How to start networking: start now with people you know. Contact people in your network this includes all of your family members, friends, neighbours, your lectures and people you’ve met through your connections. Your network is bigger than you think it is Start writing down names, and you’ll be surprised at how quickly the list grows.
Don’t be embarrassed: at times you might be nervous about making contact either because you’re uncomfortable asking for favours or embarrassed about your employment situation. But always remember that almost everyone knows what it’s like to be out of work or looking for a job. They’ll sympathies with your situation.
Tell people that you looking for a job: if people don’t know about your situation then they won’t help you. When contacting people be specific about what kind of work you’re looking for and ask them if they have any information or know anyone in a relevant field. Don’t assume that certain people won’t be able to help. You may be surprised by who they know.

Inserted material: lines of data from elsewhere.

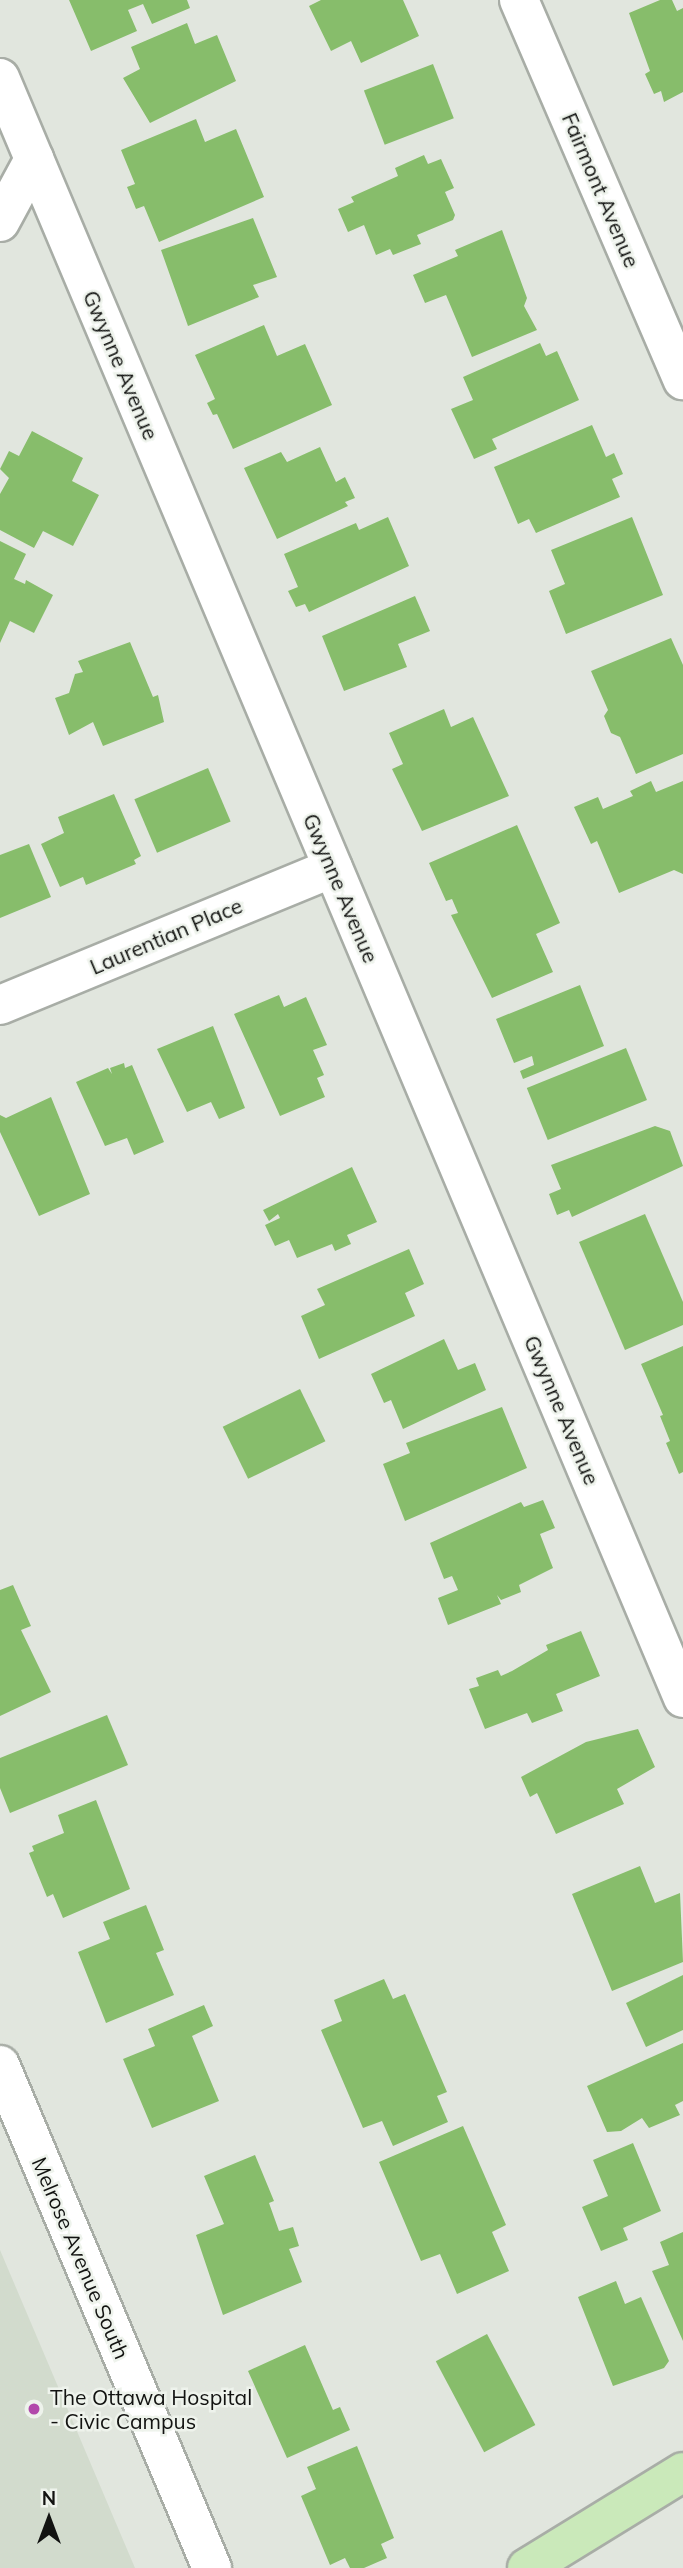 <!DOCTYPE html>
<html>
<head>
<meta charset="utf-8">
<style>
  body { margin:0 }
  #map { position:relative; width:683px; height:2568px; overflow:hidden; background:#e1e6de; font-family:Mulish,sans-serif }
  div>[style] { position:absolute }
  [style*='--x'] { left:calc(var(--x)*1px); top:calc(var(--y)*1px); width:calc(var(--w)*1px); rotate:calc(var(--a)*1deg) }
  .built>* { inset:0; background:#d2dbcd }
  .building>* { inset:0; background:#87bd6b; transform-origin:0 0 }
  .roads { filter:drop-shadow(2px 0 #a8ada6) drop-shadow(-2px 0 #a8ada6) drop-shadow(0 2px #a8ada6) drop-shadow(0 -2px #a8ada6) }
  .street>* { height:38px; margin:-19px; padding:0 19px; transform-origin:19px; border-radius:19px; background:#fff }
  .primary>* { height:38px; margin:-19px; padding:0 19px; transform-origin:19px; border-radius:19px; background:#cae9ba }
  .dots>* { width:19px; height:19px; translate:-50% -50%; box-sizing:border-box; border:4px solid #eef3ec; border-radius:50% }
  span { translate:-50% -50%; white-space:nowrap; text-align:center; line-height:1.15; -webkit-text-stroke:5px #eef3ec; paint-order:stroke }
  .street-label { font-size:21px; color:#121311 }
  .poi-label { font-size:21px; color:#121311 }
  .left { translate:0 -50%; text-align:left }
  .north { position:absolute; left:14px; top:2484px; width:70px; height:70px; -webkit-text-stroke:5px #eef3ec; paint-order:stroke; rotate:0deg; font-size:19px; font-weight:700; line-height:28px; text-align:center; color:#121311 }
  .north::after { content:''; display:block; margin:auto; width:24px; height:32px; background:#121311; clip-path:polygon(50% 0,100% 100%,50% 72%,0 100%) }
</style>
</head>
<body>
<div id="map">
  <div class="built">
    <div style="clip-path:polygon(0 2250px,135px 2568px,0 2568px)"></div>
  </div>
  <div class="building">
    <div style="clip-path:polygon(69px 0,187px 0,190px 8px,152px 24px,143px 4px,128px 10px,137px 31px,91px 51px)"></div>
    <div style="clip-path:polygon(321px 0,403px 0,419px 36px,361px 63px,351px 41px,331px 51px,309px 6px)"></div>
    <div style="clip-path:polygon(660px 0,672px 0,677px 11px,683px 8px,683px 92px,664px 102px,661px 91px,654px 94px,645px 74px,650px 71px,629px 13px)"></div>
    <div style="clip-path:polygon(187px 23px,195px 44px,217px 35px,236px 81px,150px 123px,123px 78px,140px 69px,131px 47px)"></div>
    <div style="left:433px;top:64px;width:58px;height:74px;rotate:69deg"></div>
    <div style="clip-path:polygon(196px 119px,205px 142px,236px 129px,264px 197px,159px 242px,144px 206px,136px 209px,127px 187px,135px 184px,121px 150px)"></div>
    <div style="clip-path:polygon(424px 155px,428px 164px,441px 159px,454px 188px,445px 192px,455px 215px,453px 220px,417px 235px,421px 244px,393px 255px,390px 249px,376px 255px,364px 225px,348px 232px,338px 209px,354px 202px,351px 197px,398px 176px,395px 168px)"></div>
    <div style="clip-path:polygon(253px 218px,277px 277px,253px 285px,259px 297px,188px 326px,161px 250px)"></div>
    <div style="clip-path:polygon(502px 230px,527px 298px,524px 306px,537px 330px,472px 357px,446px 295px,425px 303px,413px 275px,458px 256px,455px 250px)"></div>
    <div style="clip-path:polygon(264px 325px,277px 356px,305px 344px,332px 405px,233px 449px,217px 414px,213px 415px,207px 403px,215px 399px,195px 355px)"></div>
    <div style="clip-path:polygon(540px 343px,546px 356px,557px 351px,579px 400px,492px 439px,497px 449px,474px 459px,451px 409px,473px 400px,463px 377px)"></div>
    <div style="clip-path:polygon(592px 425px,606px 457px,614px 453px,623px 474px,612px 479px,620px 497px,536px 533px,529px 519px,518px 524px,494px 467px)"></div>
    <div style="clip-path:polygon(32px 431px,83px 458px,72px 481px,99px 495px,73px 546px,43px 531px,34px 548px,0 530px,0 494px,9px 478px,0 469px,9px 451px,19px 456px)"></div>
    <div style="clip-path:polygon(320px 447px,336px 482px,345px 477px,355px 498px,345px 502px,348px 506px,277px 539px,244px 468px,281px 452px,287px 462px)"></div>
    <div style="clip-path:polygon(388px 517px,409px 566px,309px 612px,305px 604px,296px 607px,288px 591px,298px 587px,284px 554px,356px 523px,359px 530px)"></div>
    <div style="clip-path:polygon(632px 517px,663px 595px,566px 634px,549px 591px,565px 584px,551px 550px)"></div>
    <div style="clip-path:polygon(0 541px,26px 554px,14px 579px,25px 584px,26px 580px,53px 595px,34px 633px,10px 621px,0 643px)"></div>
    <div style="clip-path:polygon(415px 596px,430px 631px,398px 644px,407px 667px,344px 691px,322px 636px)"></div>
    <div style="clip-path:polygon(671px 638px,683px 665px,683px 754px,636px 774px,620px 737px,611px 733px,604px 716px,608px 710px,591px 671px)"></div>
    <div style="clip-path:polygon(130px 642px,153px 697px,158px 695px,164px 722px,103px 746px,93px 722px,69px 735px,55px 698px,69px 693px,75px 674px,83px 672px,78px 661px)"></div>
    <div style="clip-path:polygon(444px 709px,451px 727px,473px 717px,509px 796px,422px 831px,392px 769px,403px 764px,389px 733px)"></div>
    <div style="left:208px;top:768px;width:58px;height:80px;rotate:67deg"></div>
    <div style="clip-path:polygon(651px 781px,656px 792px,683px 781px,683px 874px,674px 870px,619px 893px,597px 841px,591px 844px,574px 807px,598px 797px,603px 809px,633px 796px,630px 791px)"></div>
    <div style="clip-path:polygon(114px 794px,141px 856px,134px 860px,136px 864px,86px 885px,83px 877px,60px 887px,41px 844px,64px 833px,58px 817px)"></div>
    <div style="clip-path:polygon(517px 825px,560px 923px,536px 934px,553px 972px,492px 998px,451px 915px,458px 913px,452px 899px,446px 901px,429px 863px)"></div>
    <div style="clip-path:polygon(29px 844px,51px 897px,0 918px,0 855px)"></div>
    <div style="clip-path:polygon(580px 985px,604px 1046px,523px 1079px,520px 1071px,534px 1065px,532px 1056px,514px 1063px,496px 1019px)"></div>
    <div style="clip-path:polygon(279px 995px,284px 1007px,306px 997px,327px 1045px,313px 1050px,324px 1075px,317px 1078px,325px 1097px,280px 1116px,234px 1014px)"></div>
    <div style="clip-path:polygon(213px 1026px,245px 1108px,219px 1119px,211px 1102px,187px 1112px,157px 1049px)"></div>
    <div style="left:626px;top:1048px;width:56px;height:107px;rotate:68deg"></div>
    <div style="clip-path:polygon(124px 1063px,125px 1068px,132px 1065px,164px 1142px,134px 1155px,127px 1138px,105px 1146px,76px 1082px,108px 1068px,112px 1074px,110px 1068px)"></div>
    <div style="clip-path:polygon(51px 1097px,90px 1194px,39px 1216px,0 1132px,0 1115px,6px 1118px)"></div>
    <div style="clip-path:polygon(655px 1126px,670px 1131px,683px 1166px,572px 1217px,569px 1210px,557px 1215px,549px 1194px,561px 1189px,551px 1165px)"></div>
    <div style="clip-path:polygon(352px 1167px,377px 1222px,347px 1235px,351px 1244px,335px 1251px,332px 1244px,297px 1258px,289px 1240px,275px 1246px,265px 1225px,280px 1218px,278px 1214px,269px 1221px,263px 1210px)"></div>
    <div style="clip-path:polygon(645px 1214px,683px 1302px,683px 1325px,625px 1350px,579px 1242px)"></div>
    <div style="clip-path:polygon(409px 1249px,424px 1284px,405px 1293px,415px 1316px,319px 1359px,301px 1316px,325px 1305px,317px 1289px)"></div>
    <div style="clip-path:polygon(444px 1339px,458px 1370px,475px 1363px,486px 1390px,403px 1429px,391px 1400px,384px 1403px,371px 1374px)"></div>
    <div style="clip-path:polygon(683px 1346px,683px 1472px,679px 1474px,666px 1443px,670px 1441px,660px 1416px,663px 1415px,641px 1364px)"></div>
    <div style="left:300px;top:1389px;width:58px;height:86px;rotate:64deg"></div>
    <div style="clip-path:polygon(502px 1407px,527px 1468px,405px 1521px,383px 1464px,410px 1453px,406px 1443px)"></div>
    <div style="clip-path:polygon(543px 1500px,555px 1528px,540px 1534px,553px 1568px,519px 1585px,521px 1592px,501px 1600px,497px 1595px,501px 1604px,448px 1625px,438px 1598px,458px 1590px,452px 1576px,444px 1579px,430px 1543px,521px 1502px,524px 1507px)"></div>
    <div style="clip-path:polygon(13px 1585px,31px 1626px,21px 1630px,51px 1692px,0 1716px,0 1590px)"></div>
    <div style="clip-path:polygon(581px 1631px,600px 1676px,556px 1694px,563px 1711px,532px 1723px,527px 1713px,485px 1729px,469px 1689px,479px 1686px,476px 1678px,498px 1670px,501px 1676px,512px 1671px,548px 1650px,546px 1645px)"></div>
    <div style="clip-path:polygon(107px 1715px,128px 1765px,10px 1813px,0 1788px,0 1758px)"></div>
    <div style="clip-path:polygon(638px 1729px,655px 1767px,617px 1789px,624px 1804px,556px 1834px,537px 1793px,530px 1797px,521px 1777px,586px 1742px)"></div>
    <div style="clip-path:polygon(96px 1800px,130px 1889px,63px 1918px,53px 1894px,47px 1897px,29px 1853px,34px 1851px,32px 1846px,64px 1833px,58px 1815px)"></div>
    <div style="clip-path:polygon(640px 1866px,655px 1903px,680px 1893px,683px 1962px,612px 1991px,572px 1894px)"></div>
    <div style="clip-path:polygon(146px 1905px,164px 1950px,156px 1953px,174px 1995px,106px 2023px,78px 1952px,110px 1939px,103px 1922px)"></div>
    <div style="clip-path:polygon(683px 1975px,683px 2030px,646px 2047px,626px 2003px)"></div>
    <div style="clip-path:polygon(384px 1979px,393px 1999px,405px 1994px,447px 2092px,437px 2096px,448px 2122px,393px 2146px,382px 2121px,363px 2128px,321px 2030px,342px 2021px,334px 2000px)"></div>
    <div style="clip-path:polygon(204px 2005px,213px 2026px,192px 2036px,219px 2101px,152px 2128px,123px 2059px,155px 2046px,148px 2029px)"></div>
    <div style="clip-path:polygon(683px 2043px,683px 2101px,675px 2105px,680px 2115px,649px 2128px,642px 2118px,621px 2131px,607px 2132px,587px 2086px)"></div>
    <div style="clip-path:polygon(463px 2126px,506px 2225px,492px 2232px,509px 2271px,457px 2294px,440px 2254px,421px 2261px,379px 2162px)"></div>
    <div style="clip-path:polygon(633px 2143px,661px 2211px,623px 2228px,628px 2240px,601px 2251px,582px 2207px,608px 2196px,593px 2160px)"></div>
    <div style="clip-path:polygon(255px 2155px,274px 2201px,269px 2203px,279px 2231px,293px 2227px,299px 2246px,289px 2249px,302px 2282px,223px 2315px,196px 2235px,224px 2224px,204px 2176px)"></div>
    <div style="clip-path:polygon(683px 2232px,683px 2341px,652px 2271px,669px 2265px,660px 2242px)"></div>
    <div style="clip-path:polygon(616px 2281px,625px 2304px,641px 2297px,669px 2361px,664px 2368px,613px 2386px,578px 2297px)"></div>
    <div style="left:487px;top:2334px;width:103px;height:58px;rotate:62deg"></div>
    <div style="clip-path:polygon(305px 2345px,333px 2410px,340px 2407px,350px 2430px,287px 2458px,248px 2371px)"></div>
    <div style="clip-path:polygon(357px 2446px,394px 2538px,381px 2544px,387px 2558px,364px 2568px,350px 2568px,345px 2558px,330px 2565px,301px 2496px,316px 2489px,307px 2467px)"></div>
  </div>
  <div class="roads">
    <div class="street">
      <div style="--x:519;--y:0;--w:414;--a:66.7"></div>
      <div style="--x:0;--y:78;--w:1758;--a:67.14"></div>
      <div style="--x:0;--y:222;--w:72;--a:-61.6"></div>
      <div style="--x:0;--y:1005;--w:360;--a:-22.4"></div>
      <div style="--x:0;--y:2065;--w:546;--a:67.15"></div>
    </div>
    <div class="primary">
      <div style="--x:527;--y:2568;--w:183;--a:-31.6"></div>
    </div>
  </div>
  <div class="dots">
    <div style="left:34px;top:2409px;background:#b249ab"></div>
  </div>
  <div class="street-label">
    <span style="left:601px;top:190px;rotate:67deg">Fairmont Avenue</span>
    <span style="left:121px;top:365px;rotate:67deg">Gwynne Avenue</span>
    <span style="left:341px;top:888px;rotate:67deg">Gwynne Avenue</span>
    <span style="left:166px;top:936px;rotate:-23deg">Laurentian Place</span>
    <span style="left:562px;top:1410px;rotate:67deg">Gwynne Avenue</span>
    <span style="left:81px;top:2258px;rotate:67deg">Melrose Avenue South</span>
  </div>
  <div class="poi-label">
    <span class="left" style="left:50px;top:2409px">The Ottawa Hospital<br>- Civic Campus</span>
  </div>
  <div class="north">N</div>
</div>
</body>
</html>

Build a relationship with your contacts: Networking is a give-and-take process that involves making connections, sharing information, and asking questions. It’s a way of relating to others, not a technique for getting a job or a favor. Even when people are willing to help you, they’re usually more interested in how you can help them, so offer help to them too.
Even after getting a job don’t stop networking: after getting a job let people who helped you get a job know that you got a job offer. Also don’t stop networking because networking is not just about finding a job. Your contacts can be very helpful in other aspects of your career. It is also likely that you’ll be job hunting again so you might need those contacts again.